### How to complete this task
What is needed is every line of the data that includes the word "canvas". Please copy each one.

### Entries supplied
[Start of Attachment]

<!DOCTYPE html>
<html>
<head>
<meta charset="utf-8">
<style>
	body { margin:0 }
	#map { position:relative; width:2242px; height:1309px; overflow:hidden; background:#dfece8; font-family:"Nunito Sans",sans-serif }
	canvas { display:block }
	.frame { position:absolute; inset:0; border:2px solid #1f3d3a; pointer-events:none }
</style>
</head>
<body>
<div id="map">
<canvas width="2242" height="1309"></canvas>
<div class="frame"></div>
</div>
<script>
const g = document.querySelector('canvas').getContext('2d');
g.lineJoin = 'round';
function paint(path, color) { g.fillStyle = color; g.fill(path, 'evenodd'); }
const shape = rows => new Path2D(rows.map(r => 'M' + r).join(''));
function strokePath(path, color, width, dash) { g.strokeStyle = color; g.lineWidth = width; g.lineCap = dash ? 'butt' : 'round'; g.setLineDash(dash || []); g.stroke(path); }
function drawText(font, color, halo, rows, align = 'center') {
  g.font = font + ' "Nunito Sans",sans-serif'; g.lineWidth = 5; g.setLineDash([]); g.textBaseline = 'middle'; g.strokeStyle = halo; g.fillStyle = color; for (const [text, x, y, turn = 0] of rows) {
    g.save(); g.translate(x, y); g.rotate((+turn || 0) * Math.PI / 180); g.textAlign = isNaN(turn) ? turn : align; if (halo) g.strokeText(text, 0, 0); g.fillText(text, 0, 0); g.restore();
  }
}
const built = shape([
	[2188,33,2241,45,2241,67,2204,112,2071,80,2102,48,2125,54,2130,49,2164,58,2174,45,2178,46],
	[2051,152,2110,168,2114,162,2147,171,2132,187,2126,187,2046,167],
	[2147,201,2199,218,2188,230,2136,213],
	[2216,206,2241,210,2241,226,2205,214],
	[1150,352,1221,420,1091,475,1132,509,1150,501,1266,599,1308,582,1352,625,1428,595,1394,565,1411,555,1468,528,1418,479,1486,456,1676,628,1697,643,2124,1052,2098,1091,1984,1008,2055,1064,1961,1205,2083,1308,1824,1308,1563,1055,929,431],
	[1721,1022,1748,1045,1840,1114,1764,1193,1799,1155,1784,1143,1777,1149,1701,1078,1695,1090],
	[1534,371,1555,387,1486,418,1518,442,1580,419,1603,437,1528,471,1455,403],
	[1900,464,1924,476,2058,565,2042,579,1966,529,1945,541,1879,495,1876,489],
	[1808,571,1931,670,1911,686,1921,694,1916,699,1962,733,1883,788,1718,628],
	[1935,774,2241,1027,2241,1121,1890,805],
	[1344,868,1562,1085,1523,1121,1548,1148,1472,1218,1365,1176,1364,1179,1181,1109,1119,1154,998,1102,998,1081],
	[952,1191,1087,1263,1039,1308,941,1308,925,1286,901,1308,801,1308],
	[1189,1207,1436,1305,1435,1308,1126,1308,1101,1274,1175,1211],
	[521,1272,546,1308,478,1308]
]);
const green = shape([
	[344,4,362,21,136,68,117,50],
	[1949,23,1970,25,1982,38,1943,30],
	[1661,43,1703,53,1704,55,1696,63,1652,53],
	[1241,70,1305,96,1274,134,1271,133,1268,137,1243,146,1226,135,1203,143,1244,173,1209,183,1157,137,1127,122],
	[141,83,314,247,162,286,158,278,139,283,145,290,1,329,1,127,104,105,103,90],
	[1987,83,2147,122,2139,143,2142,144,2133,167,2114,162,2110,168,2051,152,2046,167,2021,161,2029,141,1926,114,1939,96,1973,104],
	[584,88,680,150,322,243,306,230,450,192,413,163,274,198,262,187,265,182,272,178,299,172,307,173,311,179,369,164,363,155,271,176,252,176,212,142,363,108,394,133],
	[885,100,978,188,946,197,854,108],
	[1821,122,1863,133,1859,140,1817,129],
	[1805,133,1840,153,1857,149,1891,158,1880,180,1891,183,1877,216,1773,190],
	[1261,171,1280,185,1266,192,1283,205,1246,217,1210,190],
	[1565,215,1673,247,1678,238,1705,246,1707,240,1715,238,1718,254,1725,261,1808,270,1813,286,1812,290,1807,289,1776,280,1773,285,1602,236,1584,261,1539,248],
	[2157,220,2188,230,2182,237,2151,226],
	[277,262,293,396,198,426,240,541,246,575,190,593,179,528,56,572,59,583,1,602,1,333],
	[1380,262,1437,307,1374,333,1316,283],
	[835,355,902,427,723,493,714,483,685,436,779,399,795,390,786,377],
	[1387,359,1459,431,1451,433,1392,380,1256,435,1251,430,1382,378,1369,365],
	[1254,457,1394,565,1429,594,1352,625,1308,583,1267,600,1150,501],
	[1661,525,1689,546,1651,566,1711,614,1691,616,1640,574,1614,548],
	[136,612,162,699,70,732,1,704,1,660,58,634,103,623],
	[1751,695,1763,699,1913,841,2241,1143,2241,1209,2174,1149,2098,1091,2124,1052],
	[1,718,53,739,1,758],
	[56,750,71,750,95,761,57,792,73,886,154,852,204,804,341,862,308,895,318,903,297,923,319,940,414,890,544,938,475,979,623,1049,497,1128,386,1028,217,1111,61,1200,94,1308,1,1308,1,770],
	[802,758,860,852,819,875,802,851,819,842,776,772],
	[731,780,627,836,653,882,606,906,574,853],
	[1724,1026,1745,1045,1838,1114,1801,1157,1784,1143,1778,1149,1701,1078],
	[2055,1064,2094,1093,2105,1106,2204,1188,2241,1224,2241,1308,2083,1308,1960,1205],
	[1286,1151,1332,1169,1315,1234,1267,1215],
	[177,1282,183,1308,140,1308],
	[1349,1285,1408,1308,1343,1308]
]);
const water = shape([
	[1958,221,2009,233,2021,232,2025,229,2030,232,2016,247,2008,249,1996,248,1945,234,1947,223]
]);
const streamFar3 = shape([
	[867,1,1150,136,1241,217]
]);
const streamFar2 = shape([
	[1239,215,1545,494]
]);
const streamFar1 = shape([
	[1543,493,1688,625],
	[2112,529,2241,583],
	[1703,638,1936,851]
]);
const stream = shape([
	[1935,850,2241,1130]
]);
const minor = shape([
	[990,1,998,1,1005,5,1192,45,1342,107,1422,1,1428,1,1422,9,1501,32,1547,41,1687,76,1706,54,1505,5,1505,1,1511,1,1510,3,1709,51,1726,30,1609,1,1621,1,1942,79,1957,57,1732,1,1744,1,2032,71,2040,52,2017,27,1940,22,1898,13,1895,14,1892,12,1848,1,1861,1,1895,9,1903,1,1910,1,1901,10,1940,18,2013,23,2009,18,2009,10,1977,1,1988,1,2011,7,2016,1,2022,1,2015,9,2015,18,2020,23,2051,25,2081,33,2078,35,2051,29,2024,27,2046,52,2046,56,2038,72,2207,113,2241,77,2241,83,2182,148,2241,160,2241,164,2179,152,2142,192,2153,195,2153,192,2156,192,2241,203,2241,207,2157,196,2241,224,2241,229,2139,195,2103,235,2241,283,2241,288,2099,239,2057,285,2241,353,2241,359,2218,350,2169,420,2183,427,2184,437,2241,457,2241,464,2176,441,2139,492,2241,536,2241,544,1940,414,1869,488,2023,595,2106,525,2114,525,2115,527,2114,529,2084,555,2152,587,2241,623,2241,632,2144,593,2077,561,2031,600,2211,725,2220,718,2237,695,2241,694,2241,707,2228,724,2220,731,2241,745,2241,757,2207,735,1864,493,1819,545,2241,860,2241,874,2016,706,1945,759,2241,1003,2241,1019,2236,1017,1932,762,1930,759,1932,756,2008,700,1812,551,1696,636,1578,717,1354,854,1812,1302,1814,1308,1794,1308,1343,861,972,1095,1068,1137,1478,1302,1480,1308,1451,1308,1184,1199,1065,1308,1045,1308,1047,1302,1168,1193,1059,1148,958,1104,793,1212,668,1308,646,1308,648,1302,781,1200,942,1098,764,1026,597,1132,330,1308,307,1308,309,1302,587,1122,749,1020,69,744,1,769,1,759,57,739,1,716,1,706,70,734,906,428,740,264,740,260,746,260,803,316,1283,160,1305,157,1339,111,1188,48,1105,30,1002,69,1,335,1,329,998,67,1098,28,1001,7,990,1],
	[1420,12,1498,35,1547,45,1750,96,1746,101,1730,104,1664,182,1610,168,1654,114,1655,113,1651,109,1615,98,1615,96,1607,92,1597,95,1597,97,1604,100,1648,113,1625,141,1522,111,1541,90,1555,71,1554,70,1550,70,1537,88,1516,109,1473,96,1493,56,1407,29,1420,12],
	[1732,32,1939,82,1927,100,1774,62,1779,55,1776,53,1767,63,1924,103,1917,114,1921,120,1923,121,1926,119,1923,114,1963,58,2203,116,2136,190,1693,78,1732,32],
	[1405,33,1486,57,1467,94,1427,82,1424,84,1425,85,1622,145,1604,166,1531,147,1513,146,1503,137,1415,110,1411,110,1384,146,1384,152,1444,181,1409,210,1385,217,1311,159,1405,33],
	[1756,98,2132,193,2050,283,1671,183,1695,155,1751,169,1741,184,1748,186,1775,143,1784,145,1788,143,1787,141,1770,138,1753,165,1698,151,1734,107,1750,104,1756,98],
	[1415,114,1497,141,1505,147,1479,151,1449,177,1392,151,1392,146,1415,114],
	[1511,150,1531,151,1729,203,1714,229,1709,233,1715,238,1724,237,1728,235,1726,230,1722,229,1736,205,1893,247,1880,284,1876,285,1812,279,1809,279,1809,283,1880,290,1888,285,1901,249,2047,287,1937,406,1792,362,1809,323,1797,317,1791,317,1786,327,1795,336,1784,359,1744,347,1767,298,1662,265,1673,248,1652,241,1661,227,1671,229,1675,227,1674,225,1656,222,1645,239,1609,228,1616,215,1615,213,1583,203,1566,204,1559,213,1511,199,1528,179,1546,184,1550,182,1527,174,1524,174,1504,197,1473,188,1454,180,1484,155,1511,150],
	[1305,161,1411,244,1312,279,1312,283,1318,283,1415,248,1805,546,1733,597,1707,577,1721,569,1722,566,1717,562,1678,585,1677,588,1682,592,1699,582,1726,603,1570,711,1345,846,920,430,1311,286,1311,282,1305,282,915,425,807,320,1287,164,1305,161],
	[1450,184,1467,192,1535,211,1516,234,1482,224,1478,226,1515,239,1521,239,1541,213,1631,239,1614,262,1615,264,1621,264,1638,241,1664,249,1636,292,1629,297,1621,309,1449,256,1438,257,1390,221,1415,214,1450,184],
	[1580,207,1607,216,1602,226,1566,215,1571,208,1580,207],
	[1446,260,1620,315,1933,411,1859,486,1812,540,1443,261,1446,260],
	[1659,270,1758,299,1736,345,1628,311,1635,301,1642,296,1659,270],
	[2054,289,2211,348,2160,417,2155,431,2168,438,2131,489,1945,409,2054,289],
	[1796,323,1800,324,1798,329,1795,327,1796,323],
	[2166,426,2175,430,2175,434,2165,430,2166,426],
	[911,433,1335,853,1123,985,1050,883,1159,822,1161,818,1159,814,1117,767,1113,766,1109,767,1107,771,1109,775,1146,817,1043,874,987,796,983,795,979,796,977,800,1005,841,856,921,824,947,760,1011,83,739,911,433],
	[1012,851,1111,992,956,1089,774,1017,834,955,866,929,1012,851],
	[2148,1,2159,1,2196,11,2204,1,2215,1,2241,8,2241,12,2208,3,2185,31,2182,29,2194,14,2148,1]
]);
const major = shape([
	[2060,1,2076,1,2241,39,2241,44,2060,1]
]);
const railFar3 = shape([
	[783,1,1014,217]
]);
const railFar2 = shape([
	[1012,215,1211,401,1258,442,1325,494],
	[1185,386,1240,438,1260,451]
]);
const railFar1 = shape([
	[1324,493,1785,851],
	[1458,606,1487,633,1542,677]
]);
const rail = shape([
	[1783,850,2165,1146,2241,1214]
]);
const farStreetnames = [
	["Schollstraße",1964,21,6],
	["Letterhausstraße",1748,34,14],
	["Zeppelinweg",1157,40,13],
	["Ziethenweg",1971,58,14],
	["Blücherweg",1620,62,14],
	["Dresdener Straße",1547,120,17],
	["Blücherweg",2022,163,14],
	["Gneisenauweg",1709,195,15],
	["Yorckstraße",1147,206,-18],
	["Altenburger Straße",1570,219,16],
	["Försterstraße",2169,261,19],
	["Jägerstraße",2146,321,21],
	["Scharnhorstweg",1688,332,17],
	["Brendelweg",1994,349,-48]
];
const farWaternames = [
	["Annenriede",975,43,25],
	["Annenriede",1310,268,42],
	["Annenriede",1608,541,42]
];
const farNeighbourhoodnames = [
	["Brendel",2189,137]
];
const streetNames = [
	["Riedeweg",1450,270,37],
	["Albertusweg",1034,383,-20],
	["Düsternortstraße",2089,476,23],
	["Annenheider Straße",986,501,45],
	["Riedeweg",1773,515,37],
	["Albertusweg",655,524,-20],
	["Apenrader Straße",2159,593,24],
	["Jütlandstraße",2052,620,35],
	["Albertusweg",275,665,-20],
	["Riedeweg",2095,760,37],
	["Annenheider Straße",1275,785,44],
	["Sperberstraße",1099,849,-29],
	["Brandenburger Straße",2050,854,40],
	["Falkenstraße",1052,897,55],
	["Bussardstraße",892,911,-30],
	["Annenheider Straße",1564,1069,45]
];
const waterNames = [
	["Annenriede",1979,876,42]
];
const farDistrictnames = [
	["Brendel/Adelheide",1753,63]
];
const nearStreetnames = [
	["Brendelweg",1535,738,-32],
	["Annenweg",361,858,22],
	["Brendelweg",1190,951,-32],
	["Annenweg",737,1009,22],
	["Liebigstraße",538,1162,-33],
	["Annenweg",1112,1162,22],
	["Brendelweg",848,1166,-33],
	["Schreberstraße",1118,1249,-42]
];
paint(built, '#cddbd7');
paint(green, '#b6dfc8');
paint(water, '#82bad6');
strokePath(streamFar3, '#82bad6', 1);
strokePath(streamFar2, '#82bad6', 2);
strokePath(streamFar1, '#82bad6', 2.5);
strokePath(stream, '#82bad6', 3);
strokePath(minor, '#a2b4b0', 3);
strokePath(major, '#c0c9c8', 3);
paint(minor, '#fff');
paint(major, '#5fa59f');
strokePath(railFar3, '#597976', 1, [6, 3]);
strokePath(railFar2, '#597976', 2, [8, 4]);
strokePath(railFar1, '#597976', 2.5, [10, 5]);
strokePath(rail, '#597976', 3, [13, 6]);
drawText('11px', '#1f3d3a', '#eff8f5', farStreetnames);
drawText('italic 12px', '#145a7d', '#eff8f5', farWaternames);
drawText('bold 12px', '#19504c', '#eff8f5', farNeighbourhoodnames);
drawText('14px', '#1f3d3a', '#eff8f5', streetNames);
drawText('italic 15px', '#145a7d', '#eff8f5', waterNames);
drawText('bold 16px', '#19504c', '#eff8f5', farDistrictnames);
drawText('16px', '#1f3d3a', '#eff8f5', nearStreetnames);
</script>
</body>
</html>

[End of Attachment]

### Reply
	canvas { display:block }
<canvas width="2242" height="1309"></canvas>
const g = document.querySelector('canvas').getContext('2d');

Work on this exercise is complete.